- _DATA UNDER STUDY_:
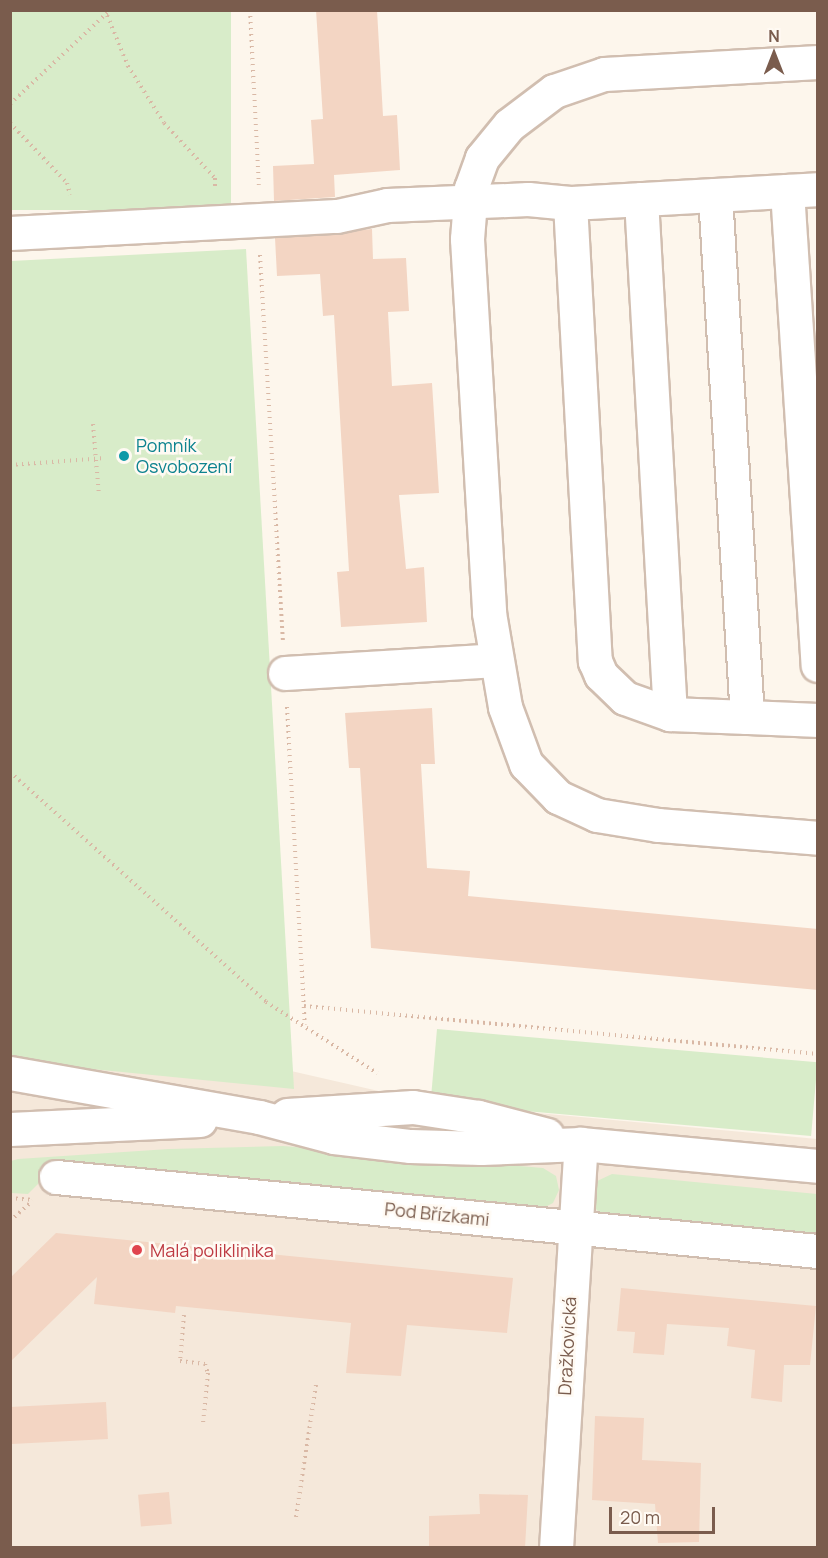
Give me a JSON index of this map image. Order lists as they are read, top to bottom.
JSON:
{
  "streets": {
    "street": ["Pod Břízkami", "Dražkovická"]
  },
  "crossings": [
    ["Pod Břízkami", "Dražkovická"]
  ],
  "places": ["Pomník Osvobození", "Malá poliklinika"],
  "scale_bar": "20 m",
  "north": "top"
}
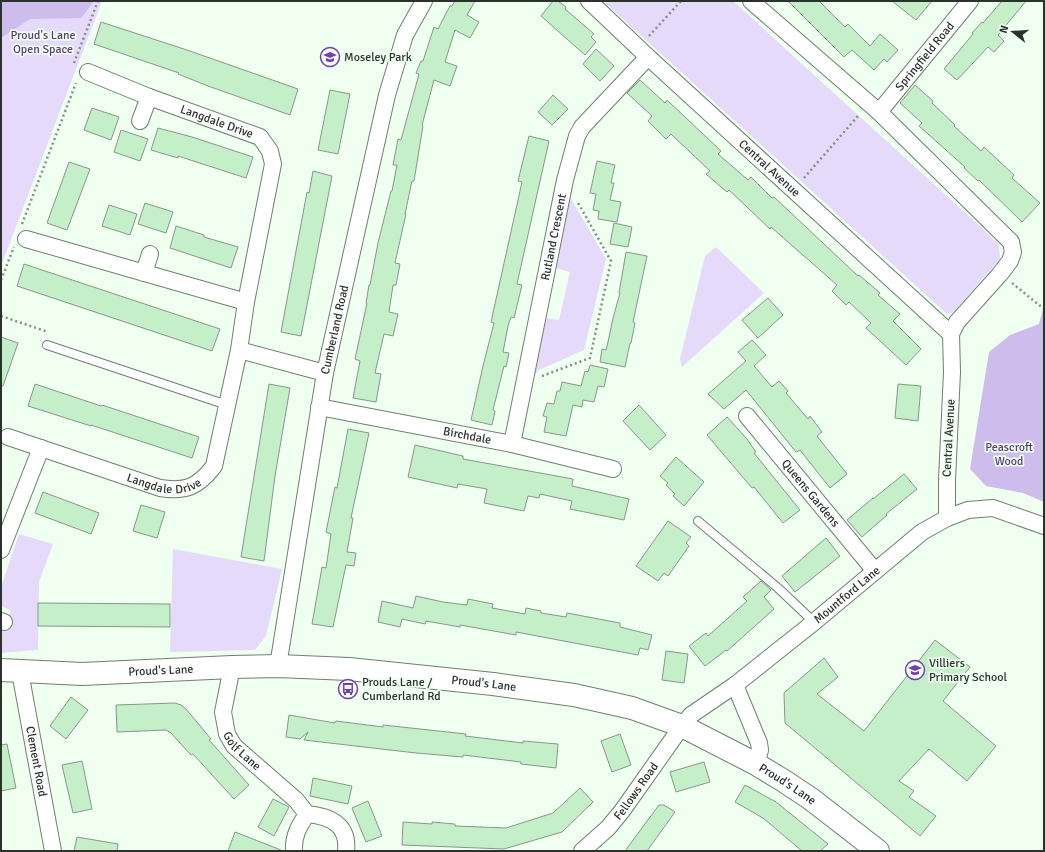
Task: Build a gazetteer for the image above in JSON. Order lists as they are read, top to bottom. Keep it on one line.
{"streets":{"street":["Springfield Road","Langdale Drive","Central Avenue","Rutland Crescent","Cumberland Road","Birchdale","Queens Gardens","Mountford Lane","Proud's Lane","Golf Lane","Clement Road","Fellows Road"]},"crossings":[["Central Avenue","Rutland Crescent"],["Central Avenue","Mountford Lane"],["Rutland Crescent","Birchdale"],["Cumberland Road","Birchdale"],["Cumberland Road","Proud's Lane"],["Queens Gardens","Mountford Lane"],["Mountford Lane","Proud's Lane"],["Mountford Lane","Fellows Road"],["Proud's Lane","Golf Lane"],["Proud's Lane","Clement Road"],["Proud's Lane","Fellows Road"]],"parks":["Proud's Lane Open Space","Peascroft Wood"],"places":{"school or university":["Moseley Park","Villiers Primary School"],"bus stop":["Prouds Lane / Cumberland Rd"]},"north":"left"}
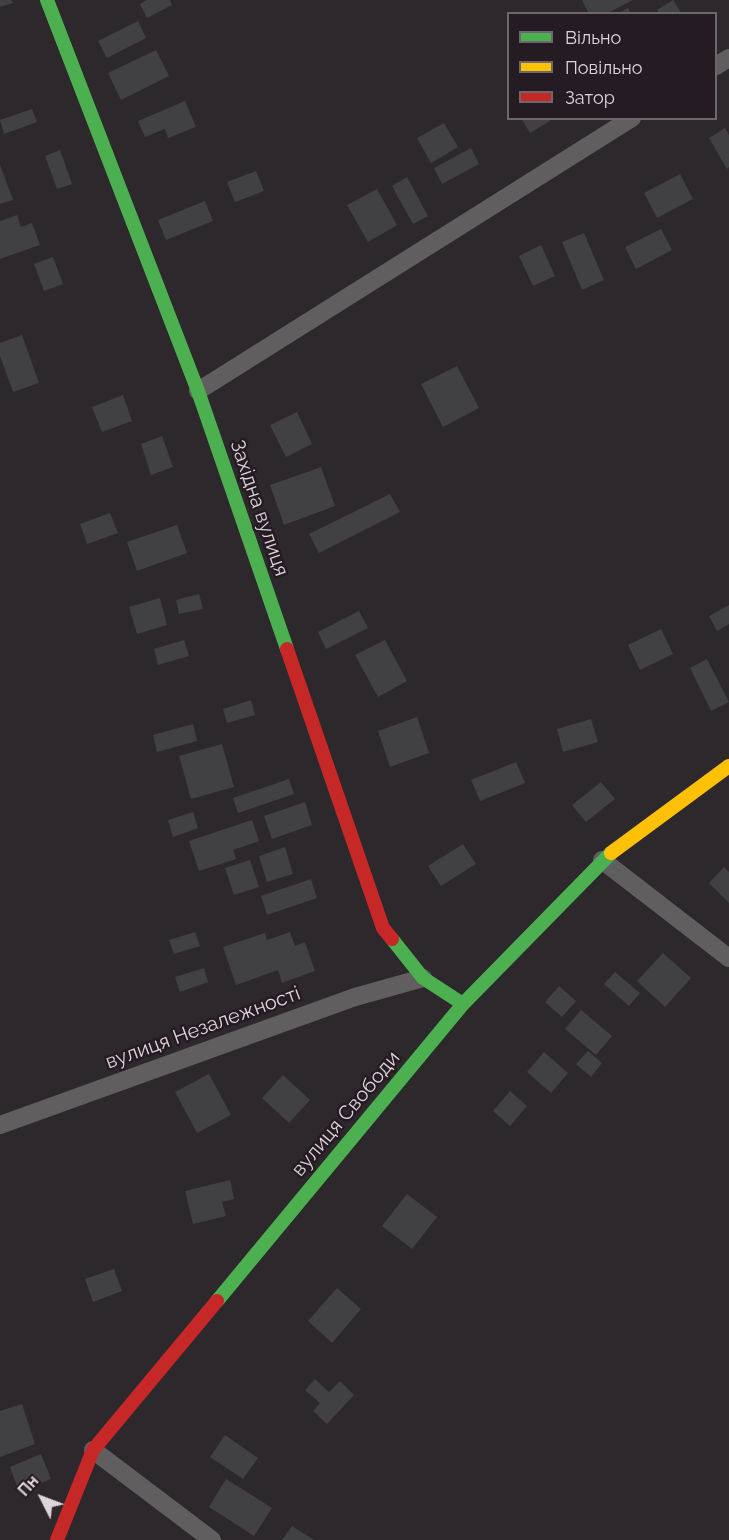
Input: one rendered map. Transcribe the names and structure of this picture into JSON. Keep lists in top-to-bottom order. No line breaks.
{"streets":{"street":["Західна вулиця","вулиця Незалежності","вулиця Свободи"]},"crossings":[["Західна вулиця","вулиця Незалежності"],["Західна вулиця","вулиця Свободи"]],"legend":["Вільно","Повільно","Затор"],"north":"top left"}
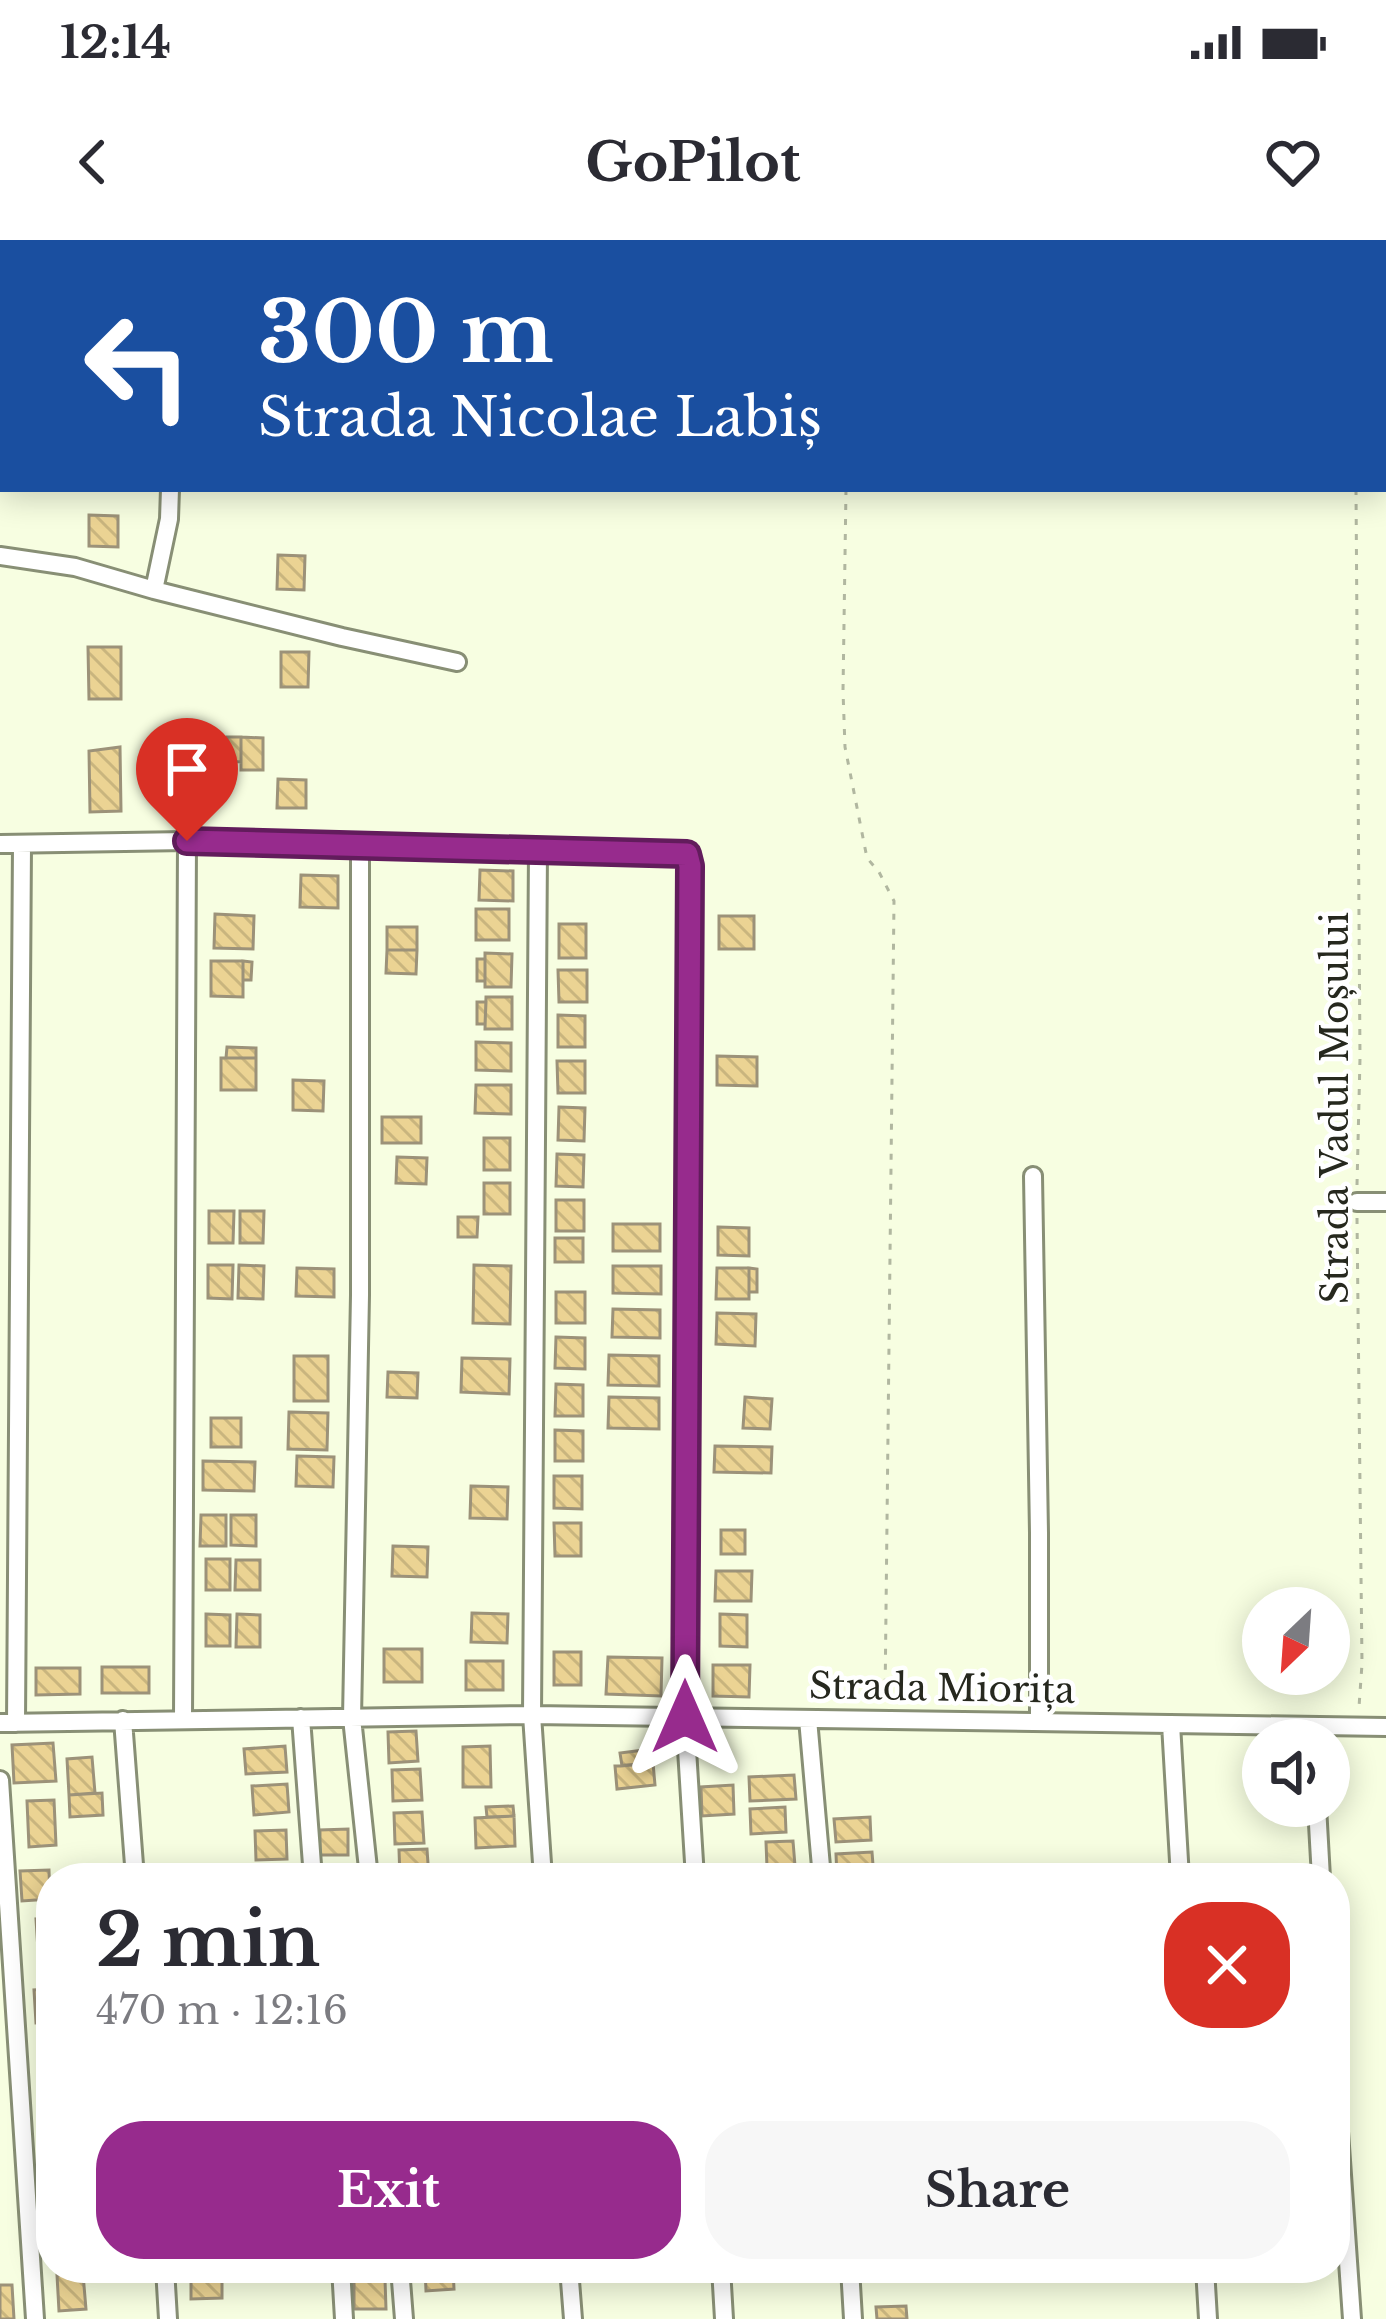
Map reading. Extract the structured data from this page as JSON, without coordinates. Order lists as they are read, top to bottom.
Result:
{
  "streets": {
    "street": ["Strada Miorița"],
    "path": ["Strada Vadul Moșului"]
  },
  "crossings": [
    ["Strada Vadul Moșului", "Strada Miorița"]
  ],
  "north": "bottom left",
  "page": {
    "status": "12:14",
    "header": "GoPilot",
    "turn": ["300 m", "Strada Nicolae Labiș"],
    "heading": ["2 min", "470 m · 12:16"],
    "buttons": ["Exit", "Share"]
  }
}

- _PROBLEM DETAILS_: Set down all of the entries precisely and keep the pictures out of the copy.

- _RESPONSE AREA_:
Give me a JSON index of this map image. Order lists as they are read, top to bottom.
JSON:
{
  "streets": {
    "street": ["Pod Břízkami", "Dražkovická"]
  },
  "crossings": [
    ["Pod Břízkami", "Dražkovická"]
  ],
  "places": ["Pomník Osvobození", "Malá poliklinika"],
  "scale_bar": "20 m",
  "north": "top"
}
Task: Build a gazetteer for the image above in JSON. Order lists as they are read, top to bottom. Keep it on one line.
{"streets":{"street":["Springfield Road","Langdale Drive","Central Avenue","Rutland Crescent","Cumberland Road","Birchdale","Queens Gardens","Mountford Lane","Proud's Lane","Golf Lane","Clement Road","Fellows Road"]},"crossings":[["Central Avenue","Rutland Crescent"],["Central Avenue","Mountford Lane"],["Rutland Crescent","Birchdale"],["Cumberland Road","Birchdale"],["Cumberland Road","Proud's Lane"],["Queens Gardens","Mountford Lane"],["Mountford Lane","Proud's Lane"],["Mountford Lane","Fellows Road"],["Proud's Lane","Golf Lane"],["Proud's Lane","Clement Road"],["Proud's Lane","Fellows Road"]],"parks":["Proud's Lane Open Space","Peascroft Wood"],"places":{"school or university":["Moseley Park","Villiers Primary School"],"bus stop":["Prouds Lane / Cumberland Rd"]},"north":"left"}
Input: one rendered map. Transcribe the names and structure of this picture into JSON. Keep lists in top-to-bottom order. No line breaks.
{"streets":{"street":["Західна вулиця","вулиця Незалежності","вулиця Свободи"]},"crossings":[["Західна вулиця","вулиця Незалежності"],["Західна вулиця","вулиця Свободи"]],"legend":["Вільно","Повільно","Затор"],"north":"top left"}
Map reading. Extract the structured data from this page as JSON, without coordinates. Order lists as they are read, top to bottom.
Result:
{
  "streets": {
    "street": ["Strada Miorița"],
    "path": ["Strada Vadul Moșului"]
  },
  "crossings": [
    ["Strada Vadul Moșului", "Strada Miorița"]
  ],
  "north": "bottom left",
  "page": {
    "status": "12:14",
    "header": "GoPilot",
    "turn": ["300 m", "Strada Nicolae Labiș"],
    "heading": ["2 min", "470 m · 12:16"],
    "buttons": ["Exit", "Share"]
  }
}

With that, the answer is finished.